Gretta very quickly met and fell in love with the son of a local rancher - a story common to many rural school teachers throughout the Cariboo Chilcotin in those days. She married John Parminter of Beaver Valley in 1922 and eventually became post mistress.
"It was quite an exciting place to be raised at the time," recalls Marg who started school the one-room school her mother taught in. Her great uncle, Al Campbell had the general store in Horsefly. "Our log cabin was the post office and the only place with a phone, so everybody used to come there to use it."
But she was never called Marg or Margaret when she was young. "I guess my aunt Erma Pegues looked at me said I had a nubby nose. So that's what hey called me, Nubby."
It was while Gretta Parminter was post mistress that the issue of changing the name of the community from Harper's Camp to something else, came to the fore. "There were a lot of Americans living there," Marg surmises. "I guess they didn't like people writing to them at
a 'camp'. So they had a big meeting and went through the official channels to have the name changed."

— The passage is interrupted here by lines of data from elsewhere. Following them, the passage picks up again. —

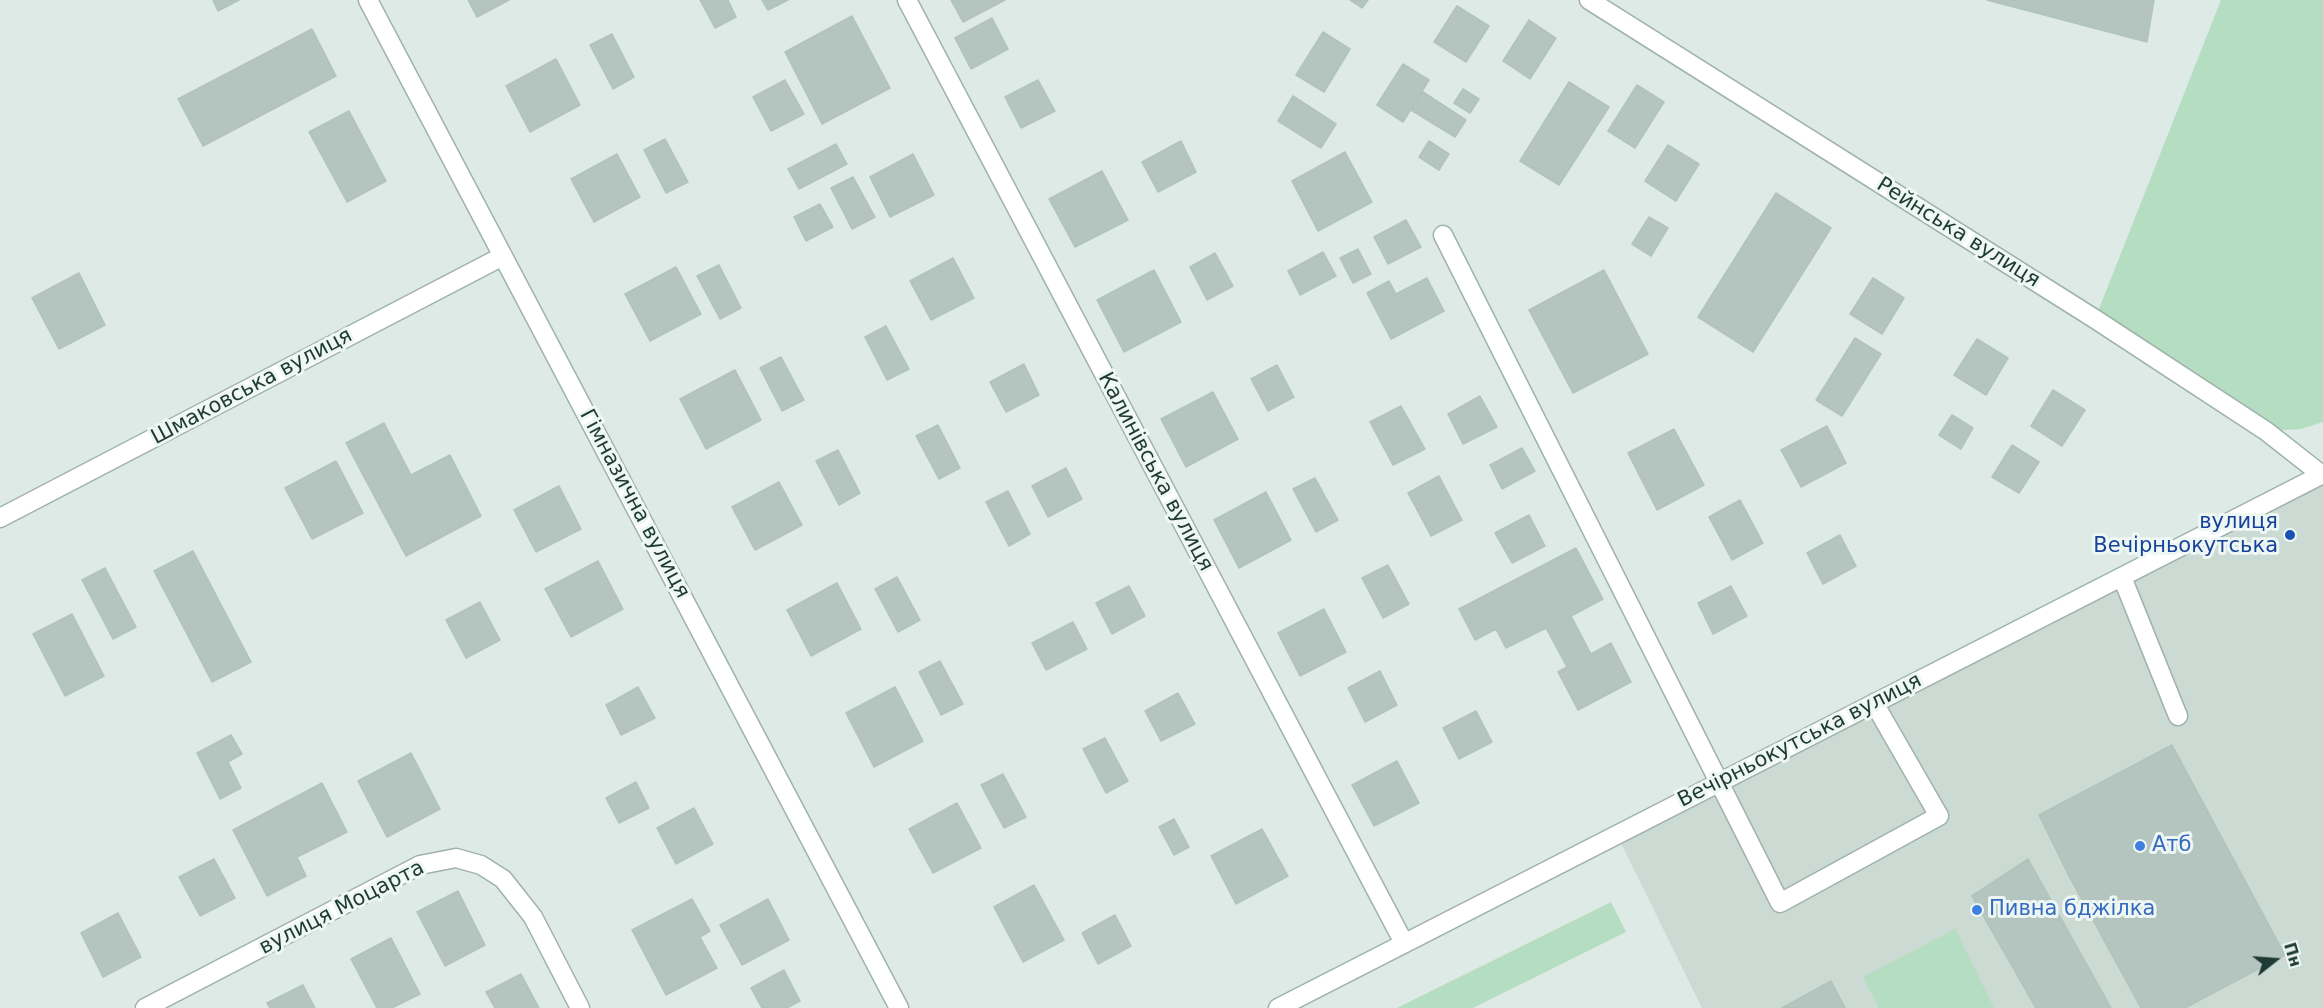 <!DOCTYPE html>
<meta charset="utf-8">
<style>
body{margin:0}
#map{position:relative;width:2323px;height:1008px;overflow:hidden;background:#ddeae5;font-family:"DejaVu Sans",sans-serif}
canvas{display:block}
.north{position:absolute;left:2245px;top:930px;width:60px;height:60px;-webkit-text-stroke:4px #eef7f3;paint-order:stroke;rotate:73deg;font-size:16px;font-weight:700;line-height:24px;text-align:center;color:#1e3a34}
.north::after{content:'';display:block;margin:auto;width:21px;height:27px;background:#1e3a34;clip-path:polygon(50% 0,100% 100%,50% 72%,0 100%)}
</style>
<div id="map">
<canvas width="2323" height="1008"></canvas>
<div class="north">Пн</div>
</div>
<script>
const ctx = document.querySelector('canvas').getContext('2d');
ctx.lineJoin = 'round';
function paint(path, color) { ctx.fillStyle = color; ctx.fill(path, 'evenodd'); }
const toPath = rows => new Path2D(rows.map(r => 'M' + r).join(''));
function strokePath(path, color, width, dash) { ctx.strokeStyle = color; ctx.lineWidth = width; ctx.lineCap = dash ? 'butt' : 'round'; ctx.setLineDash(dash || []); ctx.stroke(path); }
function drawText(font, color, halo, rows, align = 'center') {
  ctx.font = font + ' "DejaVu Sans",sans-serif'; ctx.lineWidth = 6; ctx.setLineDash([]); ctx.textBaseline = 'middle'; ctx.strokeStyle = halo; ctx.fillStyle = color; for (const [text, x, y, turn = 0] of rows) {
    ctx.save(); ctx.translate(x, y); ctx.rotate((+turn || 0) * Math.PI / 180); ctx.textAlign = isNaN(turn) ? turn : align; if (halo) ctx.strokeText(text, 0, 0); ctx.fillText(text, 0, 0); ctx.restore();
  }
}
paint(toPath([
 [2323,474,2323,1008,1702,1008,1617,835]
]), '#ccdad4');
paint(toPath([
 [2221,0,2323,0,2323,422,2301,429,2266,431,2095,319],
 [1611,902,1626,932,1473,1008,1397,1008],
 [1955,929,1994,1008,1879,1008,1863,977]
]), '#b5ddc1');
const building = toPath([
 [213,0,239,0,218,11,213,0],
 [468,0,509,0,477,17,468,0],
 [700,0,728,0,736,17,715,28,700,0],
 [762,0,788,0,768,10,762,0],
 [951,0,1005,0,963,22,951,0],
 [1350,0,1368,0,1362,8,1350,0],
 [1987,0,2154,0,2147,42,1987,0],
 [1457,6,1489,26,1466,62,1434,42,1457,6],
 [852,16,890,88,822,124,785,52,852,16],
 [992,18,1008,49,971,69,955,38,992,18],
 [1529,20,1556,38,1530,79,1503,61,1529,20],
 [312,29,336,76,203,146,178,99,312,29],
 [1323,32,1350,49,1324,92,1296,75,1323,32],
 [612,34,634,77,613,89,590,45,612,34],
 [556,59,580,105,530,132,506,86,556,59],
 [1403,64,1429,80,1403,122,1377,105,1403,64],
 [785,80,804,114,771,131,753,97,785,80],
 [1038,80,1055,111,1021,128,1005,97,1038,80],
 [1569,82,1609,107,1559,185,1520,161,1569,82],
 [1637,85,1664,102,1635,148,1608,131,1637,85],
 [1463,89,1479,99,1470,113,1454,103,1463,89],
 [1423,92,1466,120,1455,137,1411,110,1423,92],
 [1293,96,1336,124,1321,148,1278,121,1293,96],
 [349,111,386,181,347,202,309,132,349,111],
 [665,139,688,182,666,193,644,150,665,139],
 [1181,141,1196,172,1158,192,1142,162,1181,141],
 [1429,141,1449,154,1439,170,1419,157,1429,141],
 [836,144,847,164,799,189,788,169,836,144],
 [1668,145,1699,164,1676,201,1645,181,1668,145],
 [1345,152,1372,202,1318,231,1292,181,1345,152],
 [617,154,640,197,594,222,571,179,617,154],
 [913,154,934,195,890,217,870,177,913,154],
 [1102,171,1128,220,1075,247,1049,199,1102,171],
 [853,177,875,217,852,229,831,188,853,177],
 [1776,193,1831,228,1753,352,1698,317,1776,193],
 [820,204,833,227,806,241,794,217,820,204],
 [1649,217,1668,228,1651,256,1632,244,1649,217],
 [1406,220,1421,247,1388,264,1374,237,1406,220],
 [1358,249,1371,274,1353,283,1340,258,1358,249],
 [1323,252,1336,276,1300,295,1288,271,1323,252],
 [1215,253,1233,286,1207,300,1190,267,1215,253],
 [953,258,974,298,931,320,910,281,953,258],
 [719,265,741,308,720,319,697,276,719,265],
 [676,267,701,314,650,341,625,294,676,267],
 [1154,270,1181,322,1124,352,1097,300,1154,270],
 [1604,270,1648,354,1573,393,1529,310,1604,270],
 [79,273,105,325,59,349,32,298,79,273],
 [1427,278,1444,311,1391,339,1367,293,1389,281,1396,294,1427,278],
 [1873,278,1904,298,1882,334,1850,314,1873,278],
 [886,326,909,369,887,380,865,337,886,326],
 [1855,338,1881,354,1842,416,1816,400,1855,338],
 [1977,339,2008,358,1986,395,1954,375,1977,339],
 [781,357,804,400,782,411,760,368,781,357],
 [1024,364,1039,395,1006,412,990,382,1024,364],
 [1277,365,1294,397,1268,411,1251,379,1277,365],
 [735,370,761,420,706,449,680,399,735,370],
 [2053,390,2085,410,2062,446,2031,426,2053,390],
 [1213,392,1238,439,1186,467,1161,419,1213,392],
 [1480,396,1497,427,1463,444,1448,414,1480,396],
 [1401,406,1425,449,1393,465,1370,422,1401,406],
 [1952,415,1973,428,1961,449,1939,435,1952,415],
 [384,423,411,475,450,455,481,516,406,556,346,443,384,423],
 [938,425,960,468,939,479,916,436,938,425],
 [1827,426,1846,463,1801,487,1781,450,1827,426],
 [1674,429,1704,485,1657,510,1628,453,1674,429],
 [2012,445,2039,462,2019,493,1992,477,2012,445],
 [1522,448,1535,471,1502,489,1490,465,1522,448],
 [838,450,860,493,839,505,816,461,838,450],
 [336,461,363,513,312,539,285,488,336,461],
 [1066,468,1082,499,1048,517,1032,486,1066,468],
 [1439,476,1462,520,1431,536,1408,493,1439,476],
 [1315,478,1338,520,1316,532,1293,489,1315,478],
 [779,482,802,525,755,550,732,507,779,482],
 [559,486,581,529,536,552,514,510,559,486],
 [1008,491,1030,534,1009,546,986,502,1008,491],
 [1266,492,1291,540,1239,568,1214,520,1266,492],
 [1740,500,1763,543,1732,560,1709,517,1740,500],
 [1529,515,1545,546,1512,563,1495,533,1529,515],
 [1840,535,1856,566,1823,584,1807,553,1840,535],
 [1576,548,1603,599,1571,616,1591,654,1611,643,1631,682,1578,710,1558,672,1567,667,1546,628,1506,648,1496,629,1475,640,1459,609,1576,548],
 [193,551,251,662,212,682,154,571,193,551],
 [598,561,623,609,571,637,545,589,598,561],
 [1388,565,1409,604,1383,618,1362,578,1388,565],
 [105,568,136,627,113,639,82,580,105,568],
 [897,577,920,620,898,632,875,589,897,577],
 [837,583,861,629,811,656,787,610,837,583],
 [1129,586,1145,616,1112,634,1096,603,1129,586],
 [1731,586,1747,616,1713,634,1698,603,1731,586],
 [480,602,500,640,466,658,446,620,480,602],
 [1324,609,1346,652,1300,676,1278,633,1324,609],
 [72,614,104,676,65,696,33,634,72,614],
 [1073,622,1087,649,1046,670,1032,643,1073,622],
 [940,661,963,704,941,715,919,672,940,661],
 [1380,671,1397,705,1365,722,1348,688,1380,671],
 [638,687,655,718,621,735,606,705,638,687],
 [895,687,923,741,874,767,846,713,895,687],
 [1178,693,1195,724,1161,741,1145,711,1178,693],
 [1476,711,1492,742,1459,759,1443,728,1476,711],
 [231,735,242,754,228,762,241,788,220,799,197,753,231,735],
 [1105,738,1128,781,1106,793,1083,749,1105,738],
 [2172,745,2285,955,2185,1008,2141,1008,2069,876,2039,815,2172,745],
 [411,753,440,809,387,837,358,781,411,753],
 [1397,761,1419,803,1374,826,1352,785,1397,761],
 [1003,774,1026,817,1004,828,981,785,1003,774],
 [636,782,649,808,619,823,606,798,636,782],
 [322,783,347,832,297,857,306,876,267,896,233,830,322,783],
 [957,803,981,848,933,873,909,829,957,803],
 [694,808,713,844,676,864,657,828,694,808],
 [1174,819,1189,847,1174,855,1159,827,1174,819],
 [1262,829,1288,876,1236,904,1211,856,1262,829],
 [214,859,235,898,200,916,179,877,214,859],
 [2028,859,2111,1008,2036,1008,1972,896,2028,859],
 [1034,885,1064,940,1023,962,994,907,1034,885],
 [458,891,485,945,445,966,417,912,458,891],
 [692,899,710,931,700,937,717,968,666,995,632,930,692,899],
 [768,899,789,940,742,965,720,925,768,899],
 [118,913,141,957,103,977,81,933,118,913],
 [1115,915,1131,946,1098,964,1082,933,1115,915],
 [391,938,420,994,392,1008,377,1008,351,959,391,938],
 [784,970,800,1001,787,1008,762,1008,751,988,784,970],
 [521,974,539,1008,495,1008,486,992,521,974],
 [1831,981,1845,1008,1782,1008,1831,981],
 [303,985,315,1008,270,1008,267,1003,303,985]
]);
paint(building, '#b3c5be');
strokePath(building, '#b0c4bc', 1.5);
const minor = toPath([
 [368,0,899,1008],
 [907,0,1404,943],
 [1589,0,2095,319,2266,431,2322,475],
 [1443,235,1780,903,1939,816,1874,703],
 [0,518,503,256],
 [2122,577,2178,716],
 [145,1008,420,865,456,858,481,865,503,879,533,917,580,1008],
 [1278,1008,2323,474]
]);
strokePath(minor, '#a0b2ac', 21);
strokePath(minor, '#fff', 18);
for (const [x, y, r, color] of [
 [2290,535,6,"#1a4fb4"],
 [2140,846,6,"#3f7fe0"],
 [1977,910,6,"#3f7fe0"]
]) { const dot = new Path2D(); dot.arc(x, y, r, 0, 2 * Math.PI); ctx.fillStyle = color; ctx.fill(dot); strokePath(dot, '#eef7f3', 2); }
drawText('21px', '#1e3a34', '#eef7f3', [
 ["Рейнська вулиця",1958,233,32],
 ["Шмаковська вулиця",252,387,-28],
 ["Калинівська вулиця",1155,472,62],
 ["Гімназична вулиця",634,504,62],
 ["Вечірньокутська вулиця",1800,741,-27],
 ["вулиця Моцарта",342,908,-27]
]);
drawText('21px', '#164399', '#eef7f3', [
 ["вулиця",2278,523],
 ["Вечірньокутська",2278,547]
], 'right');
drawText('21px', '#366cbe', '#eef7f3', [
 ["Атб",2152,846],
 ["Пивна бджілка",1989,910]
], 'left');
</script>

The correspondence between the community and the general government went back and forth and was getting quite tedious. And the debate in the community about the name changed apparently got quite heated. Finally Gretta got a letter in the post office listing four possible choices for a new name that she was supposed to take back to the community. But for some reason she decided the debate had gone on long
enough. "She circled the name, Horsefly, and sent the form back to Ottawa without consulting anyone. Everybody figured the government had decided on the name and didn't know that it was actually my mother. She
never got credit for it."
Marg argues that the name of Horsefly made the most sense anyway. "They
already had the Horsefly River, Horsefly Lake and the Horsefly Forest District, so why not call the community Horsefly."